Data excerpts
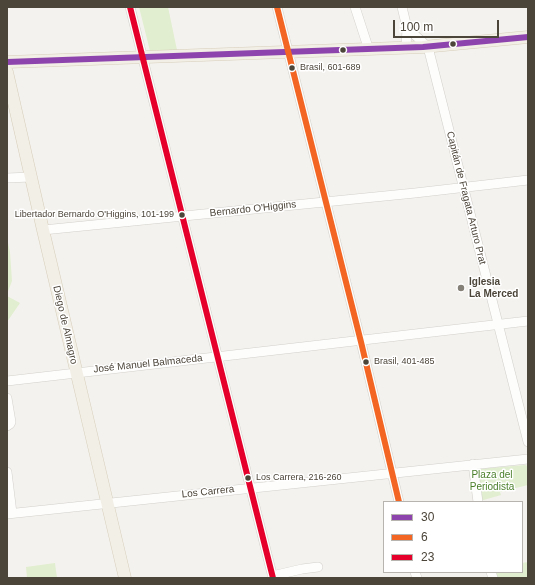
<!DOCTYPE html>
<meta charset="utf-8">
<style>
body{margin:0}
#map{position:relative;width:535px;height:585px;overflow:hidden;background:#f4f2ee;font-family:Arial,sans-serif}
canvas{display:block}
.frame{position:absolute;inset:0;border:8px solid #4b4439;pointer-events:none}
.legend{position:absolute;left:383px;top:501px;width:140px;height:72px;box-sizing:border-box;background:#fff;border:1px solid #b7b4b0;margin:0;padding:5px 7px;list-style:none;font-size:12px;color:#4b4439}
.legend li{display:flex;align-items:center;gap:8px;height:20px}
.legend b{width:20px;border:1px solid #b7b4b0}
.scale{position:absolute;left:393px;top:20px;width:106px;height:18px;box-sizing:border-box;border:2px solid #4b4439;border-top:0;padding-left:5px;font-size:12px;line-height:14px;white-space:nowrap;color:#4b4439;-webkit-text-stroke:3px #fff;paint-order:stroke}
</style>
<div id="map">
<canvas width="535" height="585"></canvas>
<div class="frame"></div>
<ul class="legend">
<li><b style="height:5px;background:#8e44ad"></b>30</li>
<li><b style="height:5px;background:#f26522"></b>6</li>
<li><b style="height:5px;background:#e4002b"></b>23</li>
</ul>
<div class="scale">100 m</div>
</div>
<script>
const context = document.querySelector('canvas').getContext('2d');
context.lineJoin = 'round';
function paint(path, color) {
  context.fillStyle = color;
  context.fill(path, 'evenodd');
}
function toPath(rows) {
  const path = new Path2D();
  for (const r of rows) {
    path.moveTo(r[0], r[1]);
    for (let i = 2; i < r.length; i += 2) path.lineTo(r[i], r[i + 1]);
  }
  return path;
}
function trace(path, color, width, dash) {
  context.strokeStyle = color;
  context.lineWidth = width;
  context.lineCap = dash ? 'butt' : 'round';
  context.setLineDash(dash || []);
  context.stroke(path);
}
function write(font, color, halo, rows, align = 'center') {
  context.font = font + ' Arial,sans-serif';
  context.lineWidth = 3;
  context.setLineDash([]);
  context.textBaseline = 'middle';
  context.strokeStyle = halo;
  context.fillStyle = color;
  for (const [text, x, y, turn = 0] of rows) {
    context.save();
    context.translate(x, y);
    context.rotate((+turn || 0) * Math.PI / 180);
    context.textAlign = isNaN(turn) ? turn : align;
    if (halo) context.strokeText(text, 0, 0);
    context.fillText(text, 0, 0);
    context.restore();
  }
}
const green = toPath([
 [139,7,168,7,177,50,150,51],
 [7,238,10,252,12,281,7,294],
 [7,296,20,303,7,322],
 [525,465,528,466,528,485,500,492,501,495,480,501,478,469],
 [528,562,528,578,495,578,493,572,522,572,522,563],
 [55,563,57,578,27,578,26,567]
]);
const minor = toPath([
 [130,7,273,578],
 [277,7,361,342,399,502],
 [355,7,367,44],
 [402,7,407,28,406,48],
 [407,28,428,47,528,442],
 [7,178,31,177],
 [43,230,415,193,528,180],
 [7,381,528,321],
 [7,398,11,422,10,424,7,426],
 [473,464,478,502],
 [7,472,12,513],
 [7,514,528,459],
 [415,572,417,578],
 [491,572,493,578],
 [272,576,302,569,318,567]
]);
const major = toPath([
 [7,62,423,47,528,37],
 [7,72,43,230,125,578]
]);
const bus1 = toPath([
 [7,62,423,47,528,37]
]);
const bus2 = toPath([
 [277,7,361,342,399,502]
]);
const bus3 = toPath([
 [130,7,273,578]
]);
const markers = [
 [453,44,3.5,"#4b4439"],
 [343,50,3.5,"#4b4439"],
 [292,68,3.5,"#4b4439"],
 [182,215,3.5,"#4b4439"],
 [461,288,4,"#868178"],
 [366,362,3.5,"#4b4439"],
 [248,478,3.5,"#4b4439"]
];
const busNames = [
 ["Brasil, 601-689",300,68],
 ["Libertador Bernardo O'Higgins, 101-199",174,215,"right"],
 ["Brasil, 401-485",374,362],
 ["Los Carrera, 216-260",256,478]
];
const streetNames = [
 ["Capitán de Fragata Arturo Prat",466,198,76],
 ["Bernardo O'Higgins",253,209,-6],
 ["Diego de Almagro",65,325,77],
 ["José Manuel Balmaceda",148,364,-6],
 ["Los Carrera",208,492,-6]
];
const poiNames = [
 ["Iglesia",469,282],
 ["La Merced",469,294]
];
const parkNames = [
 ["Plaza del",492,475],
 ["Periodista",492,487]
];
paint(green, '#e1eecf');
trace(minor, '#d2d0cb', 10);
trace(major, '#d6cebb', 13);
trace(minor, '#fdfdfc', 9);
trace(major, '#f2efe6', 12);
trace(bus1, '#8e44ad', 6);
trace(bus2, '#f26522', 6);
trace(bus3, '#e4002b', 6);
for (const [x, y, r, color] of markers) {
  const dot = new Path2D();
  dot.arc(x, y, r, 0, 2 * Math.PI);
  context.fillStyle = color;
  context.fill(dot);
  trace(dot, '#fff', 1.5);
}
write('9px', '#4b4439', '#fff', busNames, 'left');
write('10px', '#4b4439', '#fff', streetNames);
write('bold 10px', '#4b4439', '#fff', poiNames, 'left');
write('10px', '#4a7f2a', '#fff', parkNames);
</script>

Assigned task ▸ Pick out and copy the lines of the entries that hold the string "halo".

Solution to the problem ▸
function write(font, color, halo, rows, align = 'center') {
  context.strokeStyle = halo;
    if (halo) context.strokeText(text, 0, 0);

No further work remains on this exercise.